I'm looking for the case where $n$ is "unbounded", or "$\lim n\rightarrow \infty$", i.e. where $n$ is "large enough". The given $k$ may be a function in $n$.
The inverted case is that I'm looking for the behavior of $f_n(m)$. Informally, we're looking to construct a graph with $n$ vertices and $m$ edges while avoiding small cycles. $f_n(m)$ is then the size of the smallest cycle in the optimal case:
Of all simple graphs with $n$ vertices and $m$ edges, select the one where its smallest cycle is as large as possible. $f_n(m)$ is then the size of that cycle. Note that $f_n$ should be a monotonically decreasing function.
Yet another way to look at it: all graphs with n vertices and m edges have a cycle of size $k=f_n(m)$ or smaller.
For $k=4$, I think the answer is $n^2/4$: the complete bipartite graph with $n/2$ vertices on both sides.
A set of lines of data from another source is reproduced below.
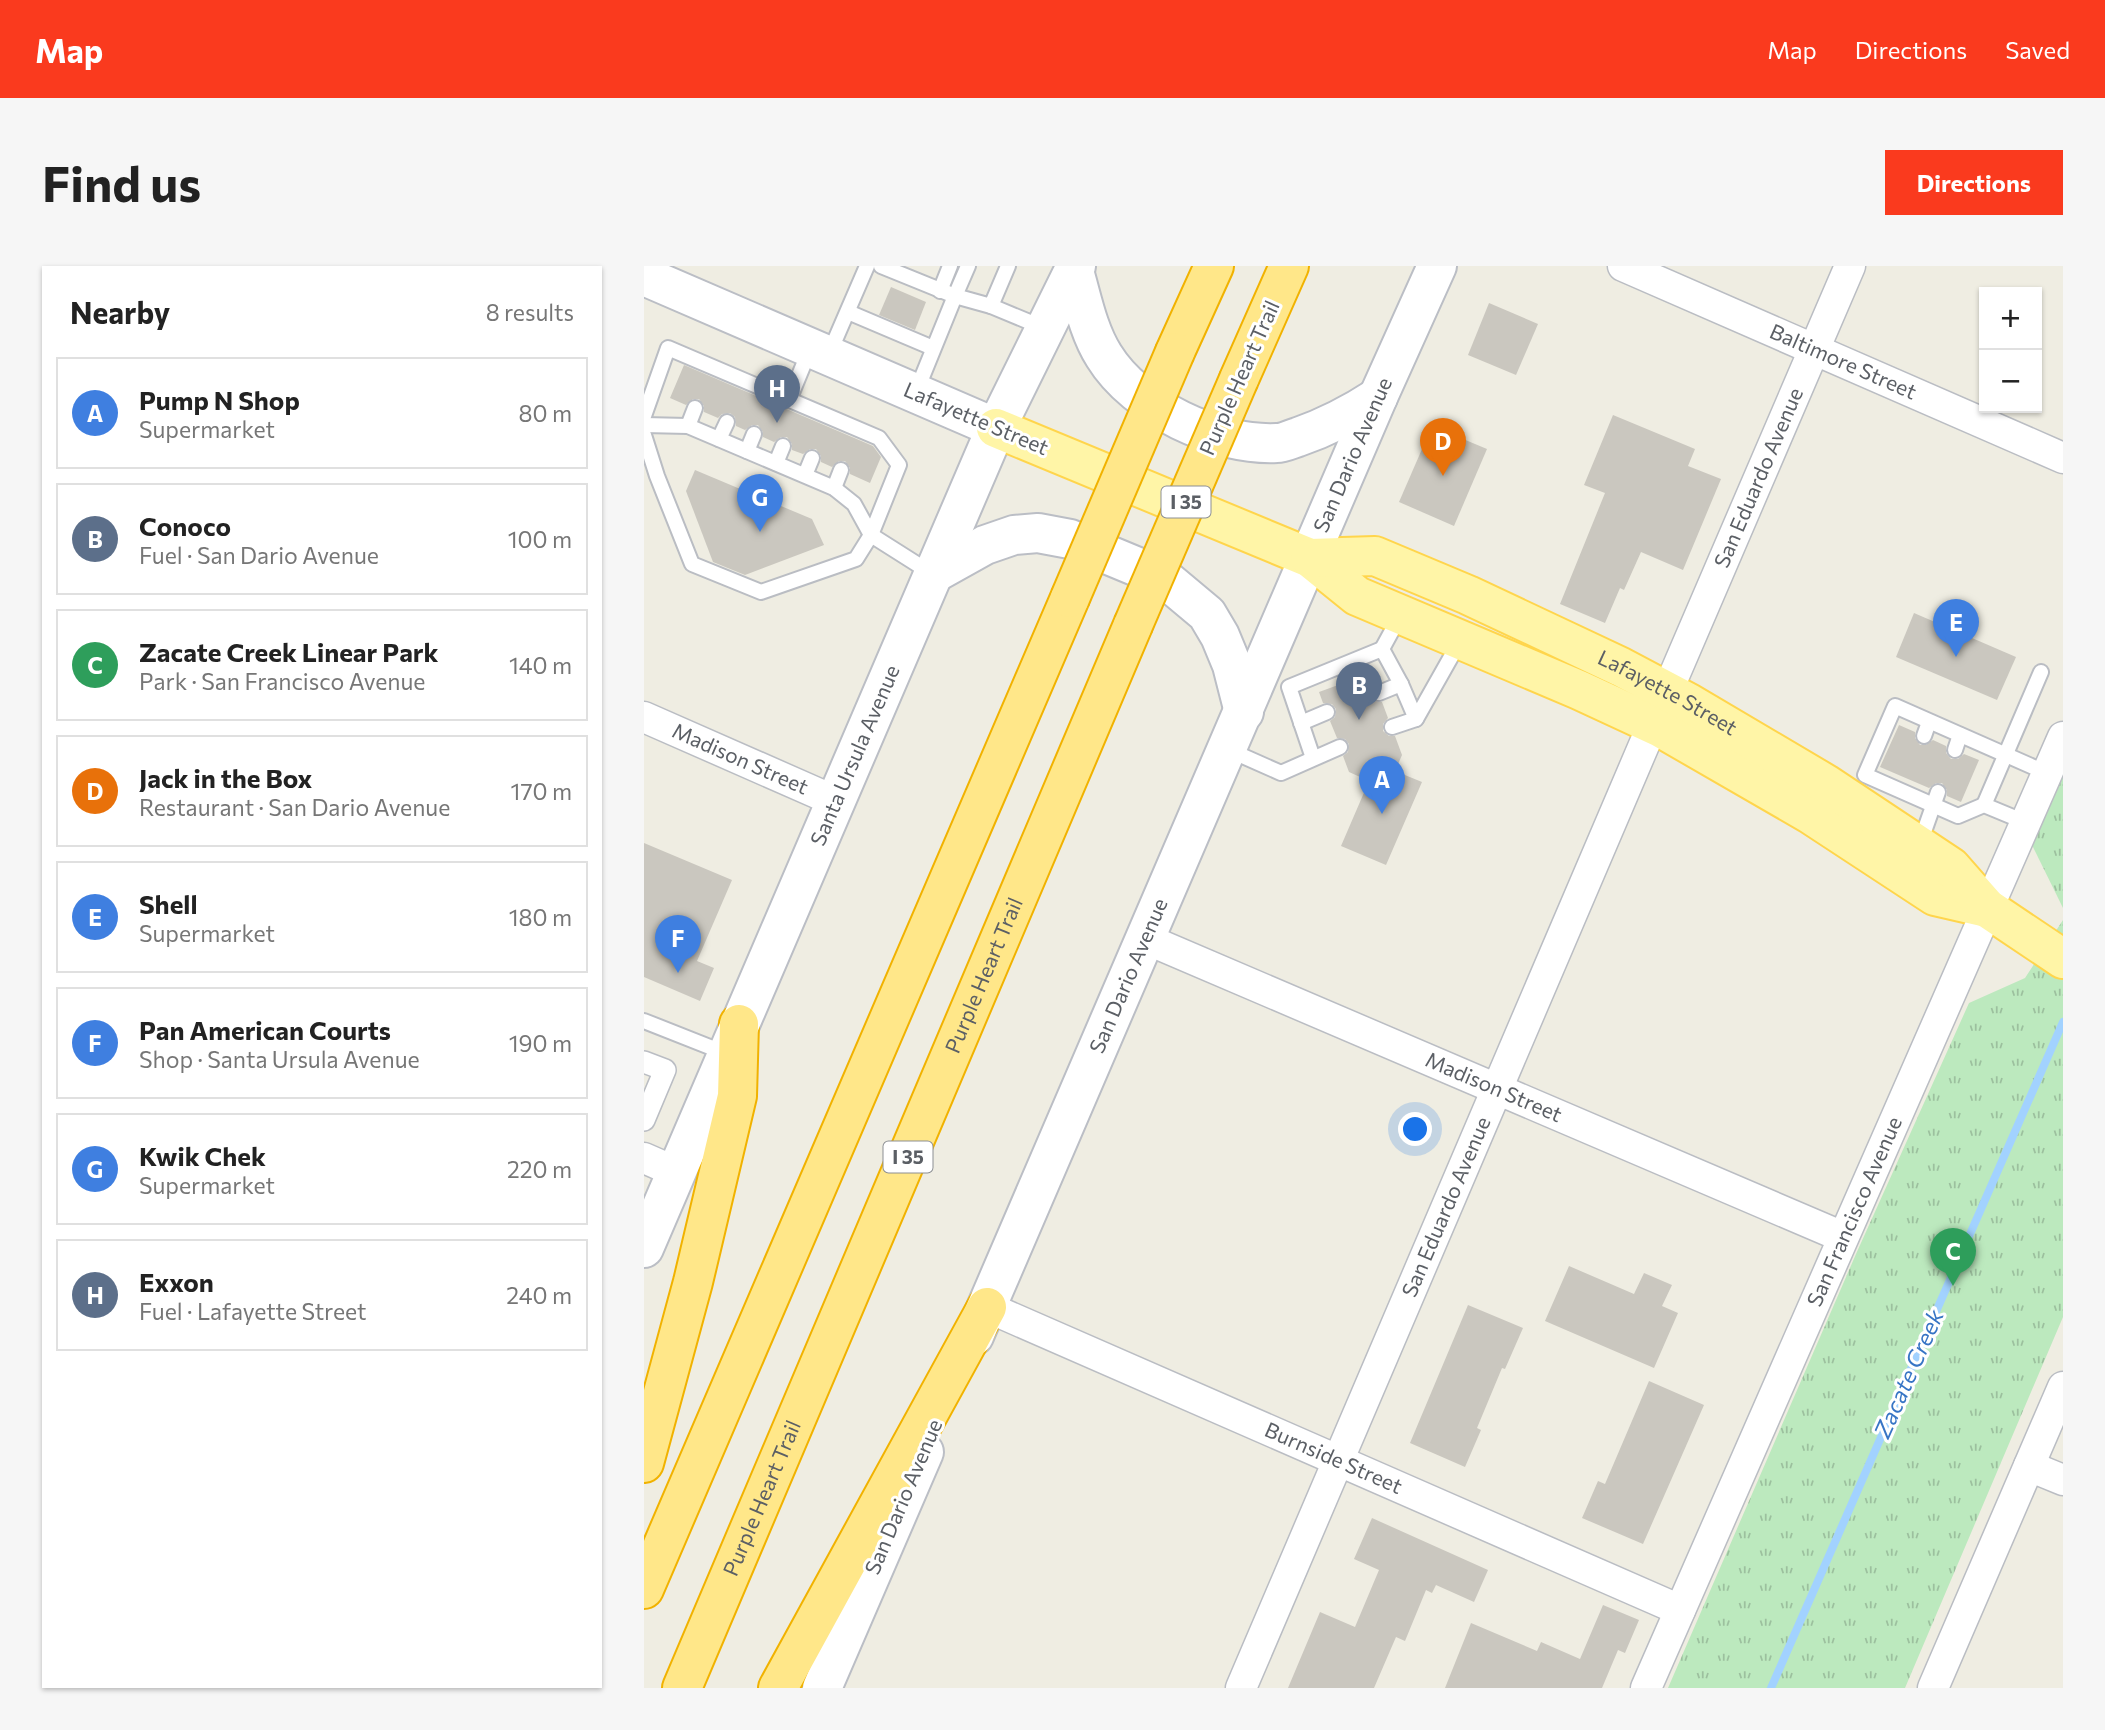 <!DOCTYPE html>
<meta charset="utf-8">
<style>
:root{--surface:#fff;--page:#f6f6f6;--text:#222;--muted:#767676;--line:#e0e0e0;--accent:#fa3a1e}
body{margin:0;font-family:Commissioner,sans-serif;background:var(--page);color:var(--text)}
.controls{position:absolute;right:21px;top:21px;display:grid;overflow:hidden;border-radius:0px;box-shadow:0 2px 5px #0004}
.controls button{width:63px;height:63px;display:grid;place-items:center;padding:0;border:0;border-bottom:2px solid var(--line);background:var(--surface);color:var(--text);font:35px sans-serif}
.you{position:absolute;left:772px;top:864px;width:24px;height:24px;margin:-18px;border:5px solid #fff;border-radius:50%;background:#1a73e8;box-shadow:0 0 0 10px #1a73e833}
.badge{display:grid;place-items:center;width:46px;height:46px;border-radius:50%;background:var(--accent);color:#fff;font-size:23px;font-weight:700}
.pin{position:absolute;translate:-50% -58px;filter:drop-shadow(0 2px 4px #0008)}
.pin::after{content:'';position:absolute;top:37px;width:24px;height:21px;background:inherit;clip-path:polygon(0 0,100% 0,50% 100%)}
.list{margin:0;padding:0;list-style:none}
h2{display:flex;justify-content:space-between;align-items:center;height:91px;margin:0;padding:0 28px;font-size:30px}
h2 small{font-size:23px;font-weight:400;color:var(--muted)}
.list li{display:grid;grid-template-columns:46px 1fr auto;gap:21px;align-items:center;box-sizing:border-box;height:112px;margin:0 14px 14px;padding:0 14px;border:2px solid var(--line);border-radius:0px}
.list b{display:block;font-size:26px;white-space:nowrap}
.list p{margin:0;font-size:23px;white-space:nowrap;color:var(--muted)}
.list em{font-size:23px;font-style:normal;color:var(--muted)}
.map{position:relative;flex:none;width:1419px;height:1422px;overflow:hidden;border-radius:0px}
header{display:flex;align-items:center;gap:42px;box-sizing:border-box;height:98px;padding:0 35px;background:var(--accent);color:#fff}
header strong{font-size:33px}
nav{display:flex;gap:38px;margin-inline-start:auto;font-size:24px}
.intro{display:flex;align-items:center;justify-content:space-between;box-sizing:border-box;height:168px;padding:0 42px}
h1{margin:0;font-size:49px}
.button{padding:18px 32px;border-radius:0px;background:var(--accent);color:#fff;font-size:24px;font-weight:700}
main{display:flex;gap:42px;padding:0 42px}
aside{flex:1;background:var(--surface);border-radius:0px;box-shadow:0 2px 5px #0004}
.map>svg:first-child{display:block}
.park{fill:url(#park-tufts)}
.lines{fill:none;stroke-linecap:round;stroke-linejoin:round}
.stream{stroke:#a2d2ff;stroke-width:8}
.building{fill:#cac7bf}
.service-casing{stroke:#babdc3;stroke-width:18}
.pedestrian-casing{stroke:#babdc3;stroke-width:24}
.minor-casing{stroke:#babdc3;stroke-width:33}
.secondary-casing{stroke:#bbbec5;stroke-width:42}
.primary-casing{stroke:#ffd54c;stroke-width:42}
.motorway-casing{stroke:#f1b200;stroke-width:42}
.service{stroke:#fff;stroke-width:14}
.pedestrian{stroke:#fff;stroke-width:21}
.minor{stroke:#fff;stroke-width:30}
.secondary{stroke:#fff;stroke-width:38}
.primary{stroke:#fff5a7;stroke-width:38}
.motorway{stroke:#ffe789;stroke-width:38}
.motorway-bridge-casing{stroke:#f1b200;stroke-width:42;stroke-linecap:butt}
.motorway-bridge{stroke:#ffe789;stroke-width:38}
.labels{text-anchor:middle;stroke-width:6;stroke-linejoin:round;paint-order:stroke}
.shield{fill:#fff;stroke:#8c8f93;stroke-width:2}
.shield-label{font-size:19px;font-weight:bold;fill:#5b5f65}
.street-label{font-size:21px;fill:#5b5f65;stroke:#fff}
.water-label{font-size:23px;font-style:italic;fill:#3775c5;stroke:#fff}
</style>
<header>
<strong>Map</strong>
<nav><a>Map</a><a>Directions</a><a>Saved</a></nav>
</header>
<div class="intro"><h1>Find us</h1><a class="button">Directions</a></div>
<main>
<aside>
<h2>Nearby<small>8 results</small></h2>
<ul class="list">
<li><span class="badge" style="background:#3f7fe0">A</span><div><b>Pump N Shop</b><p>Supermarket</p></div><em>80 m</em></li>
<li><span class="badge" style="background:#5c6f8a">B</span><div><b>Conoco</b><p>Fuel · San Dario Avenue</p></div><em>100 m</em></li>
<li><span class="badge" style="background:#2e9e5b">C</span><div><b>Zacate Creek Linear Park</b><p>Park · San Francisco Avenue</p></div><em>140 m</em></li>
<li><span class="badge" style="background:#e8710a">D</span><div><b>Jack in the Box</b><p>Restaurant · San Dario Avenue</p></div><em>170 m</em></li>
<li><span class="badge" style="background:#3f7fe0">E</span><div><b>Shell</b><p>Supermarket</p></div><em>180 m</em></li>
<li><span class="badge" style="background:#3f7fe0">F</span><div><b>Pan American Courts</b><p>Shop · Santa Ursula Avenue</p></div><em>190 m</em></li>
<li><span class="badge" style="background:#3f7fe0">G</span><div><b>Kwik Chek</b><p>Supermarket</p></div><em>220 m</em></li>
<li><span class="badge" style="background:#5c6f8a">H</span><div><b>Exxon</b><p>Fuel · Lafayette Street</p></div><em>240 m</em></li>
</ul>
</aside>
<div class="map">
<svg width="1419" height="1422" viewBox="0 0 1419 1422">
<defs>
<pattern id="park-tufts" width="24" height="20" patternUnits="userSpaceOnUse" patternTransform="scale(1.75)"><rect width="24" height="20" fill="#bce9be"/><path d="M3 7l-1-3M5 7V3M7 7l1-3M15 17l-1-3M17 17v-4M19 17l1-3" fill="none" stroke="#9cc09e"/></pattern>
</defs>
<rect width="100%" height="100%" fill="#efede2"/>
<g class="park">
<path d="M1419 508V642L1388 579Z"/>
<path d="M1419 654V1051L1261 1422H1024L1212 988 1325 737 1381 712Z"/>
</g>
<g class="lines">
<path class="stream" d="M1127 1422 1419 756"/>
</g>
<g class="building">
<path d="M247 21 282 36 271 64 235 49Z"/>
<path d="M845 37 894 58 872 109 824 89Z"/>
<path d="M40 99 229 180 237 191 226 217 206 208V202L201 195H195L188 201 177 196V190L172 183H166L159 188 148 184V178L143 171H137L130 176 119 171V166L114 159H108L101 164 92 160 91 151 86 147 78 148 74 152 60 146V140L55 133H49L42 139 26 132Z"/>
<path d="M969 149 1051 183 1044 200 1077 213 1039 304 997 286 980 324 976 322 961 357 916 338 961 227 940 219Z"/>
<path d="M788 160 843 183 810 260 755 236Z"/>
<path d="M51 204 168 253 180 279 101 309 69 296 42 225Z"/>
<path d="M1270 347 1372 391 1353 434 1252 391Z"/>
<path d="M727 407 731 418 727 422 726 430 730 435 738 436 744 452 739 458V465L745 470H751L758 489 751 505 778 516 742 599 697 580 725 515 705 506 699 490 704 486 705 478 701 473 693 472 686 455 691 451 692 443 688 438 679 437 675 426Z"/>
<path d="M1255 459 1271 466V472L1276 479H1282L1289 474 1302 480V487L1307 493H1314L1320 488 1335 494 1317 536 1303 530V524L1298 517H1292L1285 522 1236 501Z"/>
<path d="M0 577 88 614 53 695 70 702 56 735 0 711Z"/>
<path d="M925 1000 990 1028 1000 1007 1028 1019 1018 1040 1034 1047 1010 1102 901 1055Z"/>
<path d="M824 1039 879 1062 861 1103 858 1102 833 1162 837 1164 821 1201 766 1177Z"/>
<path d="M1005 1115 1060 1139 999 1278 938 1252 954 1215 961 1218Z"/>
<path d="M728 1252 844 1304 830 1336 792 1319 788 1327 782 1324 761 1375 752 1371 730 1422H644L676 1346 711 1361 735 1304 710 1293Z"/>
<path d="M959 1339 995 1354 981 1387 974 1384 958 1422H801L827 1357 893 1385 897 1376 936 1393Z"/>
</g>
<g class="lines">
<g class="service-casing">
<g id="service">
<path d="M237 0 311 30 272 126"/>
<path d="M324 0 311 30 347 40 364 0"/>
<path d="M296 25 306 0"/>
<path d="M347 40 400 62"/>
<path d="M204 46 289 82"/>
<path d="M185 88 223 0"/>
<path d="M145 134 166 83"/>
<path d="M0 150 24 82 235 172 255 199 227 269 212 293 117 326 48 298 13 210 0 169"/>
<path d="M0 159 44 160 190 222 210 238 227 269 287 307"/>
<path d="M44 160 51 142"/>
<path d="M75 173 83 156"/>
<path d="M103 185 110 168"/>
<path d="M132 197 139 180"/>
<path d="M161 209 168 192"/>
<path d="M190 222 197 204"/>
<path d="M738 383 756 350"/>
<path d="M735 427 757 418"/>
<path d="M772 453 816 375"/>
<path d="M657 457 683 446"/>
<path d="M1280 470 1285 456"/>
<path d="M585 484 637 507 696 481"/>
<path d="M1311 484 1316 469"/>
<path d="M669 492 645 421 738 383 757 418 772 453 748 461"/>
<path d="M1340 539 1397 406"/>
<path d="M1381 556 1340 539 1314 550 1221 509 1251 440 1403 507"/>
<path d="M1276 577 1294 526"/>
<path d="M0 755 81 787"/>
</g>
</g>
<g class="pedestrian-casing">
<path id="pedestrian" d="M0 796 21 804 0 854"/>
</g>
<g class="minor-casing">
<g id="minor">
<path id="s1" d="M979 0 1419 192"/>
<path id="s2" d="M1023 426 1206 0"/>
<path id="s3" d="M0 451 191 535"/>
<path id="s4" d="M502 673 1199 971"/>
<path d="M0 892 32 906"/>
<path id="s5" d="M343 1041 1036 1344"/>
<path d="M1385 1200 1419 1214"/>
<path id="s6" d="M597 1422 1009 458"/>
<path id="s7" d="M1002 1422 1419 471"/>
<path d="M1289 1422 1419 1121"/>
</g>
</g>
<g class="secondary-casing">
<g id="secondary">
<path d="M430 5C438 32 444 65 460 90 492 142 573 180 633 177 640 177 647 173 654 171 683 161 708 148 734 131"/>
<path d="M0 10 352 162"/>
<path d="M289 308 341 279 370 269 394 267 426 273 520 312 563 348 576 370 588 399 600 446"/>
<path id="s8" d="M0 982 352 162 432 0"/>
<path id="s9" d="M330 1070 734 131 793 0"/>
<path d="M178 1422 280 1186"/>
</g>
</g>
<g class="primary-casing">
<g id="primary">
<path d="M352 162 666 292 713 330 935 424 1017 462 1166 548 1291 630 1343 642"/>
<path id="s10" d="M666 292 731 290 824 329 977 401 1045 437 1182 518 1307 601 1343 642 1419 693"/>
</g>
</g>
<g class="motorway-casing">
<g id="motorway">
<path d="M531 86 570 0"/>
<path d="M595 113 645 0"/>
<path d="M0 1197 49 1016 93 830 95 758"/>
<path d="M0 1323 426 332"/>
<path id="s11" d="M38 1422 489 359"/>
<path d="M134 1422 343 1041"/>
</g>
</g>
<use href="#service" class="service"/>
<use href="#pedestrian" class="pedestrian"/>
<use href="#minor" class="minor"/>
<use href="#secondary" class="secondary"/>
<use href="#primary" class="primary"/>
<use href="#motorway" class="motorway"/>
<g class="motorway-bridge-casing">
<g id="motorway-bridge">
<path d="M426 332 531 86"/>
<path d="M489 359 595 113"/>
</g>
</g>
<use href="#motorway-bridge" class="motorway-bridge"/>
</g>
<g class="labels">
<g class="shield">
<rect x="517.5" y="220.5" width="49" height="31" rx="5"/>
<rect x="239.5" y="875.5" width="49" height="31" rx="5"/>
</g>
<g class="shield-label">
<text x="542" y="243">I 35</text>
<text x="264" y="898">I 35</text>
</g>
<g class="street-label">
<text dy="7" stroke="none"><textPath href="#s1" startOffset="240">Baltimore Street</textPath></text>
<text transform="translate(596 112) rotate(-66)" y="7">Purple Heart Trail</text>
<text transform="translate(332 153) rotate(23)" y="7">Lafayette Street</text>
<text dy="7" stroke="none"><textPath href="#s9" startOffset="959">San Dario Avenue</textPath></text>
<text dy="7" stroke="none"><textPath href="#s2" startOffset="233">San Eduardo Avenue</textPath></text>
<text dy="7" stroke="none"><textPath href="#s10" startOffset="388">Lafayette Street</textPath></text>
<text dy="7" stroke="none"><textPath href="#s8" startOffset="536">Santa Ursula Avenue</textPath></text>
<text dy="7" stroke="none"><textPath href="#s3" startOffset="105">Madison Street</textPath></text>
<text dy="7" stroke="none"><textPath href="#s11" startOffset="774">Purple Heart Trail</textPath></text>
<text dy="7" stroke="none"><textPath href="#s9" startOffset="392">San Dario Avenue</textPath></text>
<text dy="7" stroke="none"><textPath href="#s4" startOffset="378">Madison Street</textPath></text>
<text dy="7" stroke="none"><textPath href="#s6" startOffset="523">San Eduardo Avenue</textPath></text>
<text dy="7" stroke="none"><textPath href="#s7" startOffset="520">San Francisco Avenue</textPath></text>
<text dy="7" stroke="none"><textPath href="#s5" startOffset="378">Burnside Street</textPath></text>
<text transform="translate(260 1231) rotate(-67)" y="7">San Dario Avenue</text>
<text dy="7" stroke="none"><textPath href="#s11" startOffset="206">Purple Heart Trail</textPath></text>
</g>
<g class="water-label">
<text transform="translate(1265 1108) rotate(-66)" y="8">Zacate Creek</text>
</g>
</g>
</svg>
<div class="controls">
<button>+</button>
<button>−</button>
</div>
<div class="you"></div>
<div class="pin badge" style="left:738px;top:548px;background:#3f7fe0">A</div>
<div class="pin badge" style="left:715px;top:454px;background:#5c6f8a">B</div>
<div class="pin badge" style="left:1309px;top:1020px;background:#2e9e5b">C</div>
<div class="pin badge" style="left:799px;top:210px;background:#e8710a">D</div>
<div class="pin badge" style="left:1312px;top:391px;background:#3f7fe0">E</div>
<div class="pin badge" style="left:34px;top:707px;background:#3f7fe0">F</div>
<div class="pin badge" style="left:116px;top:266px;background:#3f7fe0">G</div>
<div class="pin badge" style="left:133px;top:157px;background:#5c6f8a">H</div>
</div>
</main>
But I don't have a final proof that more than $n^2/4$ is impossible.
So I think we have (for $n$ even):
- $f_n(n^2/4) = 4$
- $f_n(n^2/4+1) = 3$ (edit: definitely, see saulspatz's comment)
Some trivial cases:
- $f_n(n) = n$ (If a graph with $n$ vertices and $n$ edges there must a cycle?)
- $f_n(m_{<n}) = \infty$ or undefined (There exist graphs with less edges than vertices that have no cycles)
- $f_n(n(n-1)/2) = 3$. (complete simple graphs have all cycles and cycles in simple graphs in general have a minimum length of 3).
Upper-bounds for $f_n(m)$ in terms of $m$ (and $n$) might be useful for my application, but asymptotic bounds (big-O notation) aren't good enough. Such an upper bound simply guarantees that my graph with $m$ edges has a cycle of a certain small-enough size.